What Endures is, and is not, a question. It’s not incidental that I’m focused on the elemental details of my surroundings, that I want to take apart the anthropogenic landscape, break it down into its simplest ingredients. This act is central to Nina Elder’s process—and to the subjects of the featured work, which spans from 2011 to the present.
“I edit humans from these images,” Elder says in the audio guide to the show, “leaving only their enduring traces.” Several haunting large-scale drawings feature pit mines owned by the Kennecott Corporation, sites of systematic excavation, each one a unique—and uniquely ravaged—body of land. In Kennecott Corporation: Grasberg Pit, Indonesia (2016), pit benches spiral down to the vanishing center of what was once a mountain. The vast mine site descends sharply from a range of surviving peaks, and despite—or perhaps because of—the precision of Elder’s lines, it is conceptually difficult to reconcile the presence of these peaks, the tufts of cloud floating just above, with the lifeless basin at the drawing’s center.
In Kennecott Corporation: Haerwusu, China (2016), drawn with graphite and pulverized mining slag, the pit is a gaping hole, a dark point where the eye falls and falls and falls. Hills stretch off into the distance, evoking something bucolic, but pit benches and roads rut the landscape—there is no clear start or end to the excavation. Along one edge of the pit sit speck-sized squares, suggestive of cars; in the foreground, tiny rectangular structures that must be buildings. It’s here, depicting the smallness of the spaces that humans fit into, that Elder invites the familiar comparison between ants and humans.

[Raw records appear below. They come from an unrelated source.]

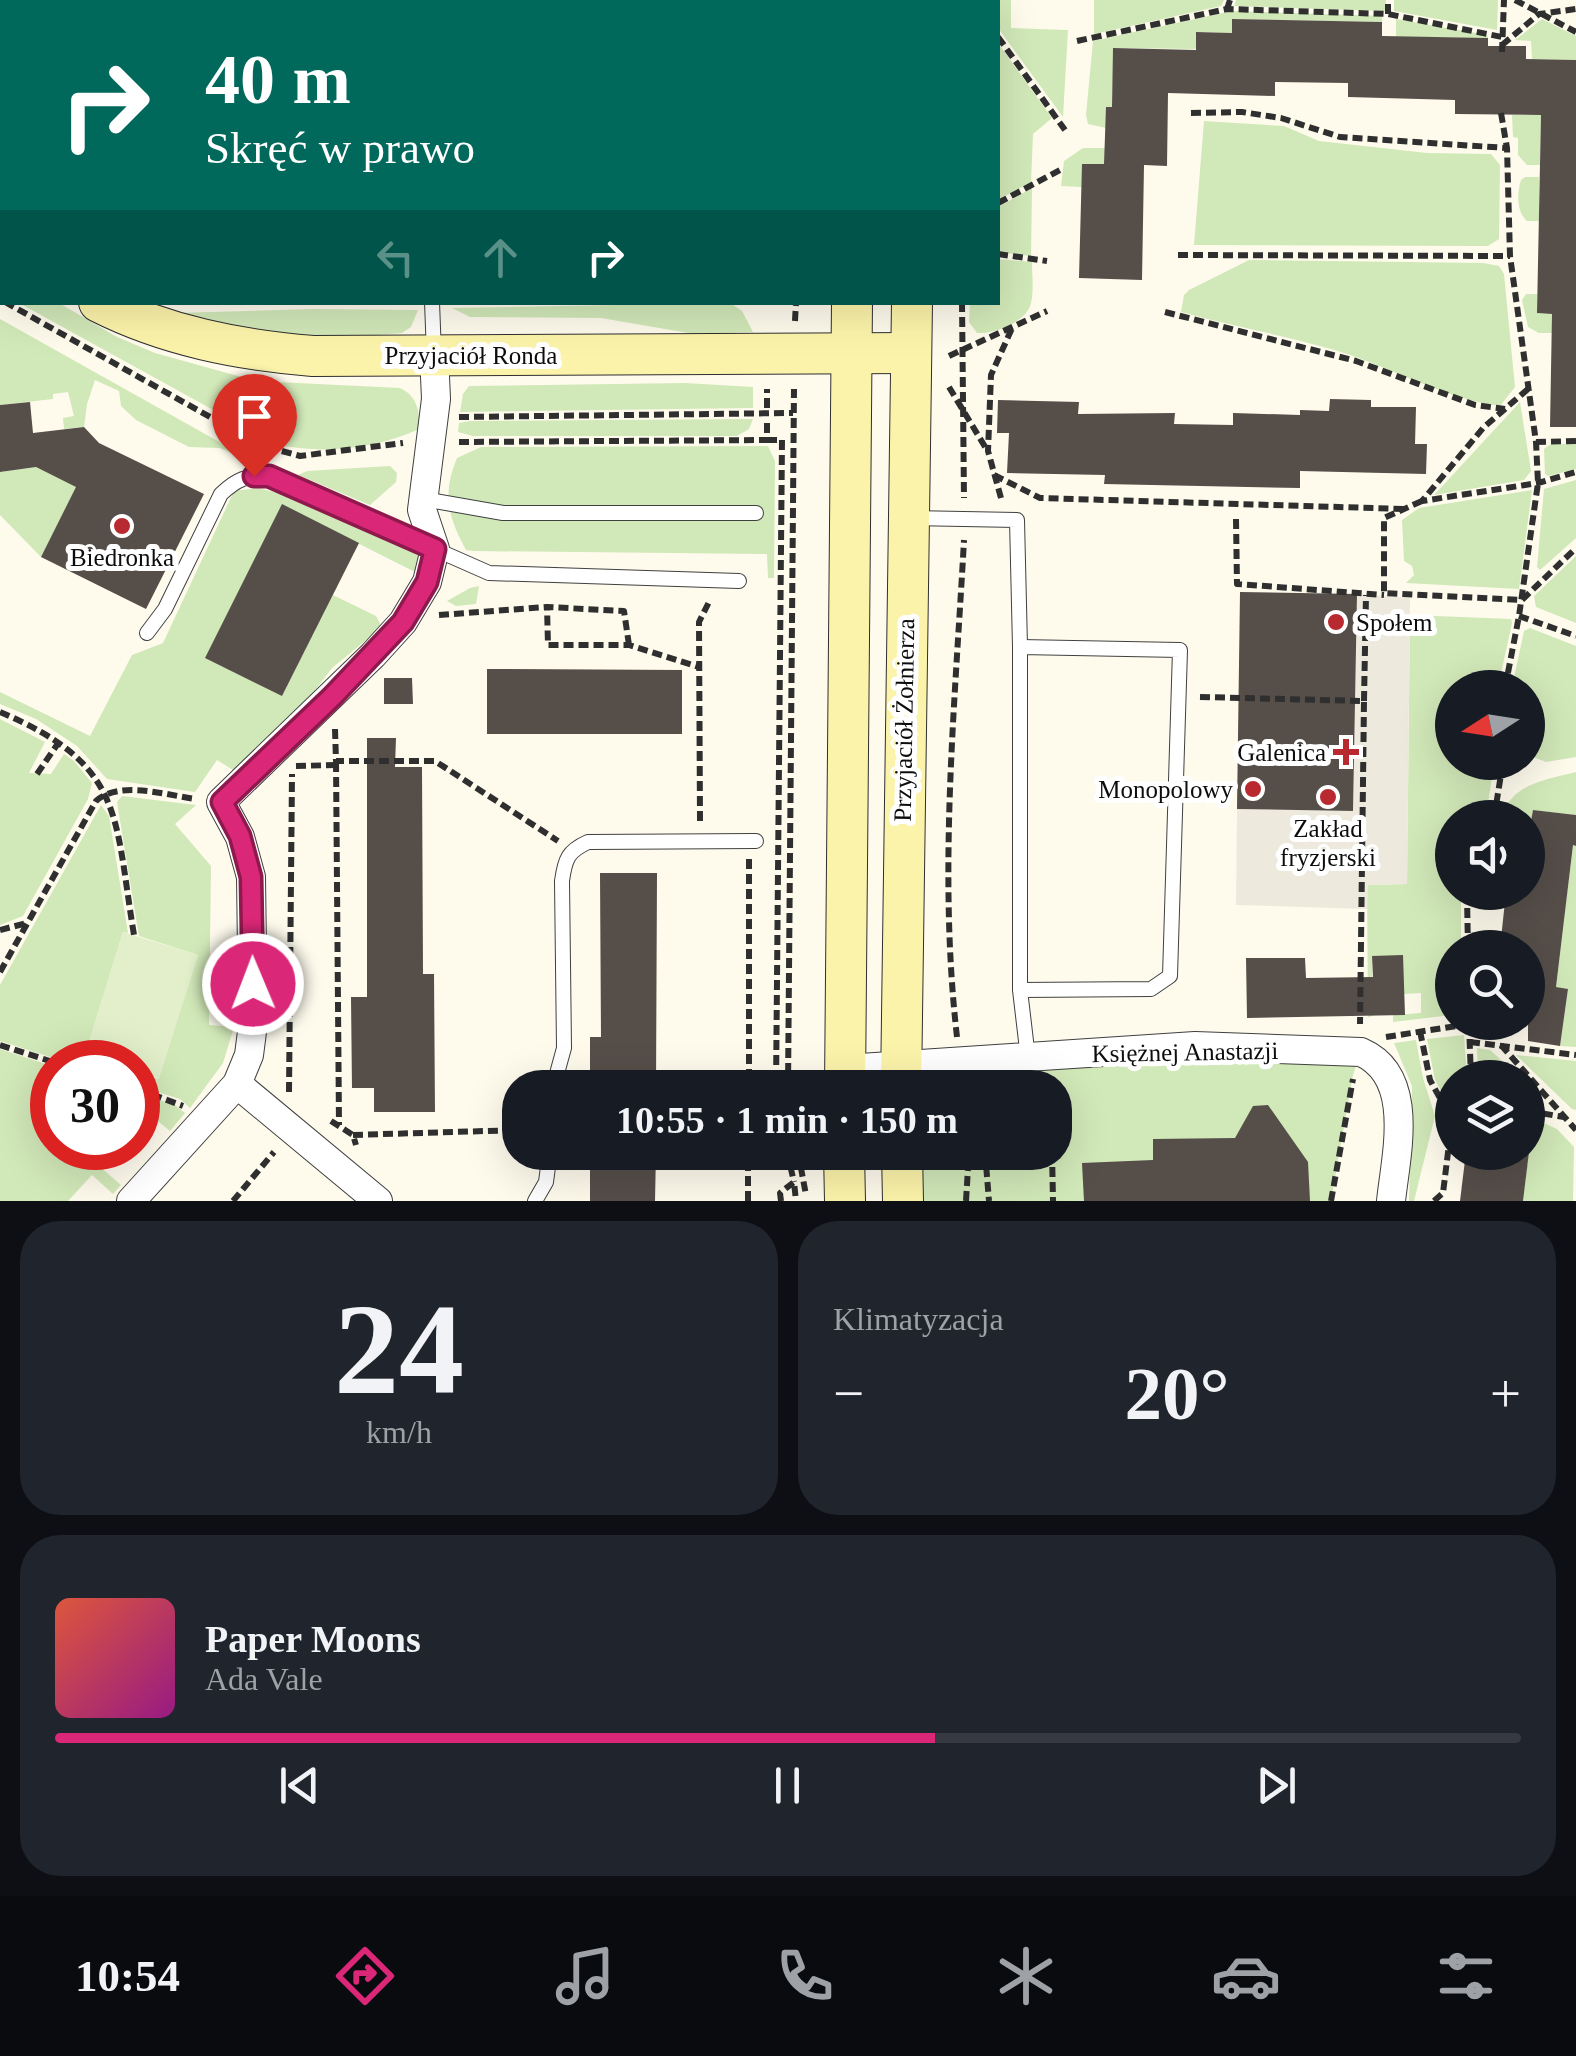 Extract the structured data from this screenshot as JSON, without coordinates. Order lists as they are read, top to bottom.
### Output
{
  "streets": {
    "street": ["Przyjaciół Ronda", "Przyjaciół Żołnierza", "Księżnej Anastazji"]
  },
  "places": {
    "other": [
      "Biedronka",
      "Społem",
      "Monopolowy",
      "Zakład fryzjerski"
    ],
    "health": ["Galenica"]
  },
  "north": "left",
  "page": {
    "turn": ["40 m", "Skręć w prawo"],
    "limit": "30",
    "trip": "10:55 · 1 min · 150 m",
    "tile": [
      ["24", "km/h"],
      "Klimatyzacja"
    ],
    "heat": ["−", "20°", "+"],
    "song": ["Paper Moons", "Ada Vale"],
    "tabs": "10:54"
  }
}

“My ongoing questions,” Elder tells us, “are whether these are disaster sites? Or are they unintentional monuments to humanity?” In either case, they demonstrate that while we may be to the mountains what the ants are to us—miniature, yet quite consequential—a pit mine has very little in common with an anthill.

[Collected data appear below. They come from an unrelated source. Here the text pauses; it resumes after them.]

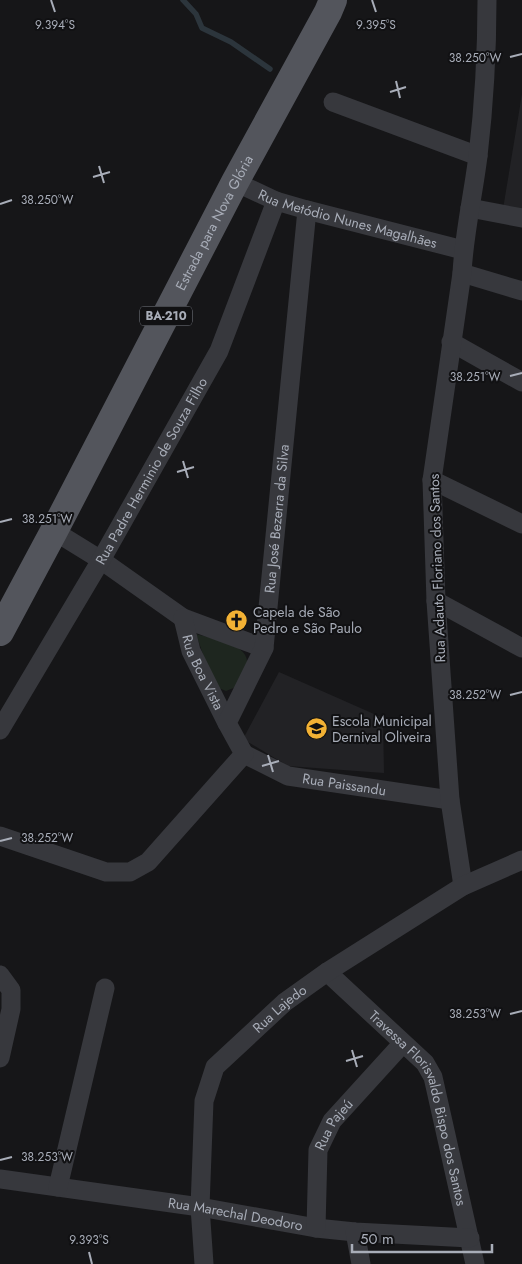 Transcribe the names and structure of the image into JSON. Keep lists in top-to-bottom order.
{
  "streets": {
    "main road": ["Estrada para Nova Glória", "BA-210"],
    "street": [
      "Rua Metódio Nunes Magalhães",
      "Rua Padre Herminio de Souza Filho",
      "Rua José Bezerra da Silva",
      "Rua Adauto Floriano dos Santos",
      "Rua Boa Vista",
      "Rua Paissandu",
      "Rua Lajedo",
      "Travessa Florisvaldo Bispo dos Santos",
      "Rua Pajeú",
      "Rua Marechal Deodoro"
    ]
  },
  "crossings": [
    ["Rua Metódio Nunes Magalhães", "Estrada para Nova Glória"],
    ["Rua Metódio Nunes Magalhães", "Rua Padre Herminio de Souza Filho"],
    ["Rua Metódio Nunes Magalhães", "Rua José Bezerra da Silva"],
    ["Rua Metódio Nunes Magalhães", "Rua Adauto Floriano dos Santos"],
    ["Estrada para Nova Glória", "Rua Boa Vista"],
    ["Rua Padre Herminio de Souza Filho", "Rua Boa Vista"],
    ["Rua José Bezerra da Silva", "Rua Boa Vista"],
    ["Rua Adauto Floriano dos Santos", "Rua Paissandu"],
    ["Rua Adauto Floriano dos Santos", "Rua Lajedo"],
    ["Rua Lajedo", "Travessa Florisvaldo Bispo dos Santos"],
    ["Rua Lajedo", "Rua Marechal Deodoro"],
    ["Travessa Florisvaldo Bispo dos Santos", "Rua Pajeú"],
    ["Travessa Florisvaldo Bispo dos Santos", "Rua Marechal Deodoro"],
    ["Rua Pajeú", "Rua Marechal Deodoro"]
  ],
  "places": {
    "church": ["Capela de São Pedro e São Paulo"],
    "school or university": ["Escola Municipal Dernival Oliveira"]
  },
  "scale_bar": "50 m",
  "coordinates": [
    "9.394°S",
    "9.395°S",
    "38.250°W",
    "38.251°W",
    "38.252°W",
    "38.253°W",
    "9.393°S"
  ]
}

Adjacent to these drawings is work from Elder’s newest project, a series of incomplete, nonhierarchical lists. After circling through, I find myself compiling my own, inspired by the exhibition: an incomplete list of things that human society depends on. Ants are there, aerating the soil. Copper, extracted from the Kennecott Corporation’s mines, used for pipes and electronics, is there. Uranium, too.
The earliest piece on display, made with graphite and radioactive charcoal, is an intricate drawing of “the gadget,” as the bomb for the test at Trinity was known to its creators. “A name diluted by the technicality,” as Joshua Wheeler writes in “Children of the Gadget,” “that it was only a test device, a name meant to hide the significance of what we were about to do. Just a gizmo or a widget. A little doohickey. . . Just toying with the nauseous joy of physics.” Elder consciously draws a parallel between her practice, getting lost in the details of drawing, and the physicists who lost themselves in the mechanical details of the bomb.
“It’s just a pile of rocks,” I say of Unprocessed Uranium (2017), somehow still capable of shock at the simple fact that uranium is a natural thing, not even a “resource,” but one of the infinite building blocks of the world, a material presence, seemingly harmless to life—just a pile of rocks until some scientists figured out that it could be used to decimate a city.
“I feel,” Elder says, “that I am memorializing wilderness lost.”